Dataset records

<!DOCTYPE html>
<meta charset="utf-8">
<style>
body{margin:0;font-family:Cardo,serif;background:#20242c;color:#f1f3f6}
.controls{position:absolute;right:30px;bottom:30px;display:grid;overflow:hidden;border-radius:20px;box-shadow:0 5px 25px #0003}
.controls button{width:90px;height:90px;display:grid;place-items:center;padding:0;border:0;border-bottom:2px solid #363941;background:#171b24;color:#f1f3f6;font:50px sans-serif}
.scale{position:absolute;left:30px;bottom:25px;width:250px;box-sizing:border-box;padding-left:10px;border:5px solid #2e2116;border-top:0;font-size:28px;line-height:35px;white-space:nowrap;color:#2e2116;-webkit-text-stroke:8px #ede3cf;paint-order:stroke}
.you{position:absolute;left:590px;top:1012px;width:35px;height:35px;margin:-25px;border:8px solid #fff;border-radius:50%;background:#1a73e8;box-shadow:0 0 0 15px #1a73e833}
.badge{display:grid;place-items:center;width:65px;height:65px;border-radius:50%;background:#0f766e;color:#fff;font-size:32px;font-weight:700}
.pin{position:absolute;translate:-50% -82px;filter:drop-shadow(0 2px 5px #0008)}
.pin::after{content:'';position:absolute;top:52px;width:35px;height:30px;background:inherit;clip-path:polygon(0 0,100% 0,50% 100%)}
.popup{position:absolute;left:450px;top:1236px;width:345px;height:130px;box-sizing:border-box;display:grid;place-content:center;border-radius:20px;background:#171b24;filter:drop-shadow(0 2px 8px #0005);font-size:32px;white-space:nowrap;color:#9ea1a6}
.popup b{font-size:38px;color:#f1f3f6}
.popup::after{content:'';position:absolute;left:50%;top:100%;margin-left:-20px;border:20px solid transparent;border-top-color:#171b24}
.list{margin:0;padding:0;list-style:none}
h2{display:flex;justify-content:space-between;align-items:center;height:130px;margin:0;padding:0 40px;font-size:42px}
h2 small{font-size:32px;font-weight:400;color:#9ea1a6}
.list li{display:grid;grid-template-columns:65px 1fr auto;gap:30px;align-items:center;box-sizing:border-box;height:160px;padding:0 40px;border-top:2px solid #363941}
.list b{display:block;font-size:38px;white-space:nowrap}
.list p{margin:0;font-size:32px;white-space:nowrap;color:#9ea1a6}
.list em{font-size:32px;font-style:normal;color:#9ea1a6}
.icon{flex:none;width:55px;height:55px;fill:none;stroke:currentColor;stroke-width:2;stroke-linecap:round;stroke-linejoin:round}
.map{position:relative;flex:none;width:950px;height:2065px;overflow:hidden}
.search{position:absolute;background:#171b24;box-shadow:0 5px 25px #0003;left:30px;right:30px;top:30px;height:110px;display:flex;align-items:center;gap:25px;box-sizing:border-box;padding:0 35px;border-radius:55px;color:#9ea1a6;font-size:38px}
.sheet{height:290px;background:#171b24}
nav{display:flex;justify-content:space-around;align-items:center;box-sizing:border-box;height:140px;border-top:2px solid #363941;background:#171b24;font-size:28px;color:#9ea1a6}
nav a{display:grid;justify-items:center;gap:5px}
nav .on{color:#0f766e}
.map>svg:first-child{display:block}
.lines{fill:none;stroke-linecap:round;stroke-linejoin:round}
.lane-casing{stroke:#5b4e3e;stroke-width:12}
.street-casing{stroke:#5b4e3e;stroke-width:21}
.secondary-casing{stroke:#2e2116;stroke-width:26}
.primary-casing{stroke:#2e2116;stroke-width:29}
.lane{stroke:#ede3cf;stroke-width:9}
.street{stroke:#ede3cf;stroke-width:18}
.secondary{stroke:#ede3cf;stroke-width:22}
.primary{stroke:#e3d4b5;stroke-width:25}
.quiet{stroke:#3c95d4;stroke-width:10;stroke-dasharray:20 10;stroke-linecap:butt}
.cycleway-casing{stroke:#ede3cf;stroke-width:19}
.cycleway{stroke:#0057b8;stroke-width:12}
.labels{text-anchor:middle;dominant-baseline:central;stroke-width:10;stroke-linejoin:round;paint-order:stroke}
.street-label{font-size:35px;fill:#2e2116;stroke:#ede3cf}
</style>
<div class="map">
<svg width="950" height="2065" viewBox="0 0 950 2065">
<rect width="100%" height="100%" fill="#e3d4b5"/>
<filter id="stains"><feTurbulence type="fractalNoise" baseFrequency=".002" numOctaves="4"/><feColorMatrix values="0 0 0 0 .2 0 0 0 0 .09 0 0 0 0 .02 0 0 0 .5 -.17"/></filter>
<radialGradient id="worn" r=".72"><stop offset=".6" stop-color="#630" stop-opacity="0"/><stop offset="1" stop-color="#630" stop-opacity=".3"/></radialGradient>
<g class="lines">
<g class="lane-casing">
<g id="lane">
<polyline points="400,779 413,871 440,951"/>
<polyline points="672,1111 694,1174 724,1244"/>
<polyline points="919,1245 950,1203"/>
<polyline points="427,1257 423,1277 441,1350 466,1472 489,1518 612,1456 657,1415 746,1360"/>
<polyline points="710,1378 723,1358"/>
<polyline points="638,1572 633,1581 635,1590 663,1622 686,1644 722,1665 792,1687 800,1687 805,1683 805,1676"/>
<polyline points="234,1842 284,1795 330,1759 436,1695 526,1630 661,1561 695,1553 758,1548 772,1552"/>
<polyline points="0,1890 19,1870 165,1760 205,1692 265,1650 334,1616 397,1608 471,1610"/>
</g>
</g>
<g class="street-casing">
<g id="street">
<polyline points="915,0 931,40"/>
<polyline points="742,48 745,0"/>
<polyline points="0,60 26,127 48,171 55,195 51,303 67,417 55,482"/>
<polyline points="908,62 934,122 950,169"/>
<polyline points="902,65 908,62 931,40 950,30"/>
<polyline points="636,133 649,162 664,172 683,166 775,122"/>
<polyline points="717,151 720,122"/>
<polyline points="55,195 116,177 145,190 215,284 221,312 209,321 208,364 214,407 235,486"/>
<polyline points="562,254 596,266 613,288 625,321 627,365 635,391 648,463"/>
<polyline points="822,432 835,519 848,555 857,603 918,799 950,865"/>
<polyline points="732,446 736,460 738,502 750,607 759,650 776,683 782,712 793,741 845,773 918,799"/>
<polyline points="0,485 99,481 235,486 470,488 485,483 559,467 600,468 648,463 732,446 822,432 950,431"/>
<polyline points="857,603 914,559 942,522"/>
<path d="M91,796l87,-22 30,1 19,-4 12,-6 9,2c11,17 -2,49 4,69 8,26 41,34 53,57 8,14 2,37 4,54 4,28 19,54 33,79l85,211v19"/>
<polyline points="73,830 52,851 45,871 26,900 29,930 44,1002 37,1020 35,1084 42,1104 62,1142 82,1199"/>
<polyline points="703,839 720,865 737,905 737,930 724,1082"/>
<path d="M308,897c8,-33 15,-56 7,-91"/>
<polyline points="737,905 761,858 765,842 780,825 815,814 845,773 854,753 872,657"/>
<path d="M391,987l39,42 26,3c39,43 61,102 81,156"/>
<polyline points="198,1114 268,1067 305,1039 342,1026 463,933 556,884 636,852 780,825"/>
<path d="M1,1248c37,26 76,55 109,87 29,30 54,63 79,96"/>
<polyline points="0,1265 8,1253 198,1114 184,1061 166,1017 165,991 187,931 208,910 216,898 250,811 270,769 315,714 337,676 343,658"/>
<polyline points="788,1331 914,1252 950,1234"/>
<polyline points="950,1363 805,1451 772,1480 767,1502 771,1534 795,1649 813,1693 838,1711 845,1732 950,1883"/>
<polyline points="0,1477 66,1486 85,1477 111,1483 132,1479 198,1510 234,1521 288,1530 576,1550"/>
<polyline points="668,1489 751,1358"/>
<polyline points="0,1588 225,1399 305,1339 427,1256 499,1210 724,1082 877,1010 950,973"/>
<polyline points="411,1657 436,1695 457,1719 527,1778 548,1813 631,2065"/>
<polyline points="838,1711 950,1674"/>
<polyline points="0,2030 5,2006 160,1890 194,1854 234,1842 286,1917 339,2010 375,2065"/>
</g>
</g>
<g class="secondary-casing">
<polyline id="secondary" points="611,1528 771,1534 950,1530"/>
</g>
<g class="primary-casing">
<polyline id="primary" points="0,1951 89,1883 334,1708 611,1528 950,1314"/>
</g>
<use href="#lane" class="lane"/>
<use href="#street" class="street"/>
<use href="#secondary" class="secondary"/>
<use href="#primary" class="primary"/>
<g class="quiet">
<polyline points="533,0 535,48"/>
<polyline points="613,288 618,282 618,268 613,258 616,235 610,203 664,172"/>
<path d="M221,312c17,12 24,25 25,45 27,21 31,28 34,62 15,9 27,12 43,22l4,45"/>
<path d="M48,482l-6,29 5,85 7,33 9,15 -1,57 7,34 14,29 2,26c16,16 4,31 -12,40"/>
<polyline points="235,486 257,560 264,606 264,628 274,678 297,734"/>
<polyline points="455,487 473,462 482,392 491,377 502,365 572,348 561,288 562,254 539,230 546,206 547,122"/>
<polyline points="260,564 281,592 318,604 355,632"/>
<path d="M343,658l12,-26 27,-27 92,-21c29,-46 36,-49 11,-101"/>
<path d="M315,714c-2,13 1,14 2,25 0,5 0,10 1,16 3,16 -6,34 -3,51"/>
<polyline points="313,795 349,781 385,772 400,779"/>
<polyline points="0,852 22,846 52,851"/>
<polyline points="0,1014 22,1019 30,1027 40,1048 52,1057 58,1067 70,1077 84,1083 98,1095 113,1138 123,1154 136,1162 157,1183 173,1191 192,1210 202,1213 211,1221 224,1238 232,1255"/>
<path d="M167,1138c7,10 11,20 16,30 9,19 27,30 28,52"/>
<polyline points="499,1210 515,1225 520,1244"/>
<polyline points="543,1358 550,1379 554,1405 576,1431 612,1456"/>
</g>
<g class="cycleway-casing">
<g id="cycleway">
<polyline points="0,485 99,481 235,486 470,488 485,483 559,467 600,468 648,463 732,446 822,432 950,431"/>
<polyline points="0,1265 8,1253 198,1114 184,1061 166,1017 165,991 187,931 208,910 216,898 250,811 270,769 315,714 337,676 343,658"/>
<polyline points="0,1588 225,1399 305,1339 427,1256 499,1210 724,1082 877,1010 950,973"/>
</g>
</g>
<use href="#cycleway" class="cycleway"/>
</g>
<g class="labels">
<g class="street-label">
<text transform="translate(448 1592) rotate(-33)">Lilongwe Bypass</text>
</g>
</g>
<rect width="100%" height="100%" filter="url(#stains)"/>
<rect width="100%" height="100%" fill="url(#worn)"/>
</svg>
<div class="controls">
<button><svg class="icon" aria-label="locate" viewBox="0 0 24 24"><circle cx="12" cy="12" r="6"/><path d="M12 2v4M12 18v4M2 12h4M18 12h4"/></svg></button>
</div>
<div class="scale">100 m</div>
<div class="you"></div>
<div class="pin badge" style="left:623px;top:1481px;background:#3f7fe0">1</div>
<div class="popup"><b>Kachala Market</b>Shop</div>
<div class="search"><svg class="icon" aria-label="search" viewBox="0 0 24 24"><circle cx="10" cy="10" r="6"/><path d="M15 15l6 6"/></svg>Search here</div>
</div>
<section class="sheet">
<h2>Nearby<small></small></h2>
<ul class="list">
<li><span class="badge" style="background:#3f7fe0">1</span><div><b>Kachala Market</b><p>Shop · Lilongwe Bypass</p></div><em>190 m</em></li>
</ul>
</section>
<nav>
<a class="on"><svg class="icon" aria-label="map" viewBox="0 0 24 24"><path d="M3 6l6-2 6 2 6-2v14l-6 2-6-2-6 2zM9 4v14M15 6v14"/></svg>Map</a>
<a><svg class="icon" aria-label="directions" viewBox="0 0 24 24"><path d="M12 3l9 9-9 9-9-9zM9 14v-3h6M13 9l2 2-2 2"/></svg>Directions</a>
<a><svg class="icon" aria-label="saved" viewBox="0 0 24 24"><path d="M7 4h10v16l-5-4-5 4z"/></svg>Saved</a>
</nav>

▸ WHAT THE EXERCISE ASKS: List every line above that contains the word "linejoin".

▸ WRITTEN RESPONSE:
.icon{flex:none;width:55px;height:55px;fill:none;stroke:currentColor;stroke-width:2;stroke-linecap:round;stroke-linejoin:round}
.lines{fill:none;stroke-linecap:round;stroke-linejoin:round}
.labels{text-anchor:middle;dominant-baseline:central;stroke-width:10;stroke-linejoin:round;paint-order:stroke}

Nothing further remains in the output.